EXTRACTED DATA:
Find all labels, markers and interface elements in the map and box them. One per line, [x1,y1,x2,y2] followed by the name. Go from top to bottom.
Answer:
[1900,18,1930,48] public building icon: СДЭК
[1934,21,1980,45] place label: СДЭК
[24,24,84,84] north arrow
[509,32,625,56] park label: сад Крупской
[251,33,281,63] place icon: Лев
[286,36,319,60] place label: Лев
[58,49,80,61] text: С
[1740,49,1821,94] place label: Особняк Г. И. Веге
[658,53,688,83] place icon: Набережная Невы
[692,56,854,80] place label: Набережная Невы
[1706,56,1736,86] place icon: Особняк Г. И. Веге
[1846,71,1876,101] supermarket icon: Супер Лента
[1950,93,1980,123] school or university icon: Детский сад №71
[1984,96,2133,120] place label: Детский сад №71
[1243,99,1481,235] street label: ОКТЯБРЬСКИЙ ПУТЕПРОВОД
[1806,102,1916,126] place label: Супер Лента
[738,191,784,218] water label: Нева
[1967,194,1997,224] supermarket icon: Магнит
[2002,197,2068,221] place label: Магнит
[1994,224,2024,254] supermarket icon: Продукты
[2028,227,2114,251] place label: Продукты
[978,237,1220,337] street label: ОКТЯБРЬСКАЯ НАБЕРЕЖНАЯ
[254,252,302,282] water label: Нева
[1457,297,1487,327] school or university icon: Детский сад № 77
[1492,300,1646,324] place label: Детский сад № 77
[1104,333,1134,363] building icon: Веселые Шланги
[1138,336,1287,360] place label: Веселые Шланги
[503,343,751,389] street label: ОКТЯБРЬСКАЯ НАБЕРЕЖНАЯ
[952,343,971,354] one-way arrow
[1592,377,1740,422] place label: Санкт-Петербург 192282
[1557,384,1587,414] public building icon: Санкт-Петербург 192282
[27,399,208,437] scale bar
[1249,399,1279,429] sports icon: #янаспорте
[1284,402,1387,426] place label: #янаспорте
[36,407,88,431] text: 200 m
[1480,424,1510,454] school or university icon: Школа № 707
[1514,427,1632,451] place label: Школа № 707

WHAT YOU NEED TO DO: Give back every record exactly.

RESPONSE:
Find all labels, markers and interface elements in the map and box them. One per line, [x1,y1,x2,y2] followed by the name. Go from top to bottom.
Answer:
[1900,18,1930,48] public building icon: СДЭК
[1934,21,1980,45] place label: СДЭК
[24,24,84,84] north arrow
[509,32,625,56] park label: сад Крупской
[251,33,281,63] place icon: Лев
[286,36,319,60] place label: Лев
[58,49,80,61] text: С
[1740,49,1821,94] place label: Особняк Г. И. Веге
[658,53,688,83] place icon: Набережная Невы
[692,56,854,80] place label: Набережная Невы
[1706,56,1736,86] place icon: Особняк Г. И. Веге
[1846,71,1876,101] supermarket icon: Супер Лента
[1950,93,1980,123] school or university icon: Детский сад №71
[1984,96,2133,120] place label: Детский сад №71
[1243,99,1481,235] street label: ОКТЯБРЬСКИЙ ПУТЕПРОВОД
[1806,102,1916,126] place label: Супер Лента
[738,191,784,218] water label: Нева
[1967,194,1997,224] supermarket icon: Магнит
[2002,197,2068,221] place label: Магнит
[1994,224,2024,254] supermarket icon: Продукты
[2028,227,2114,251] place label: Продукты
[978,237,1220,337] street label: ОКТЯБРЬСКАЯ НАБЕРЕЖНАЯ
[254,252,302,282] water label: Нева
[1457,297,1487,327] school or university icon: Детский сад № 77
[1492,300,1646,324] place label: Детский сад № 77
[1104,333,1134,363] building icon: Веселые Шланги
[1138,336,1287,360] place label: Веселые Шланги
[503,343,751,389] street label: ОКТЯБРЬСКАЯ НАБЕРЕЖНАЯ
[952,343,971,354] one-way arrow
[1592,377,1740,422] place label: Санкт-Петербург 192282
[1557,384,1587,414] public building icon: Санкт-Петербург 192282
[27,399,208,437] scale bar
[1249,399,1279,429] sports icon: #янаспорте
[1284,402,1387,426] place label: #янаспорте
[36,407,88,431] text: 200 m
[1480,424,1510,454] school or university icon: Школа № 707
[1514,427,1632,451] place label: Школа № 707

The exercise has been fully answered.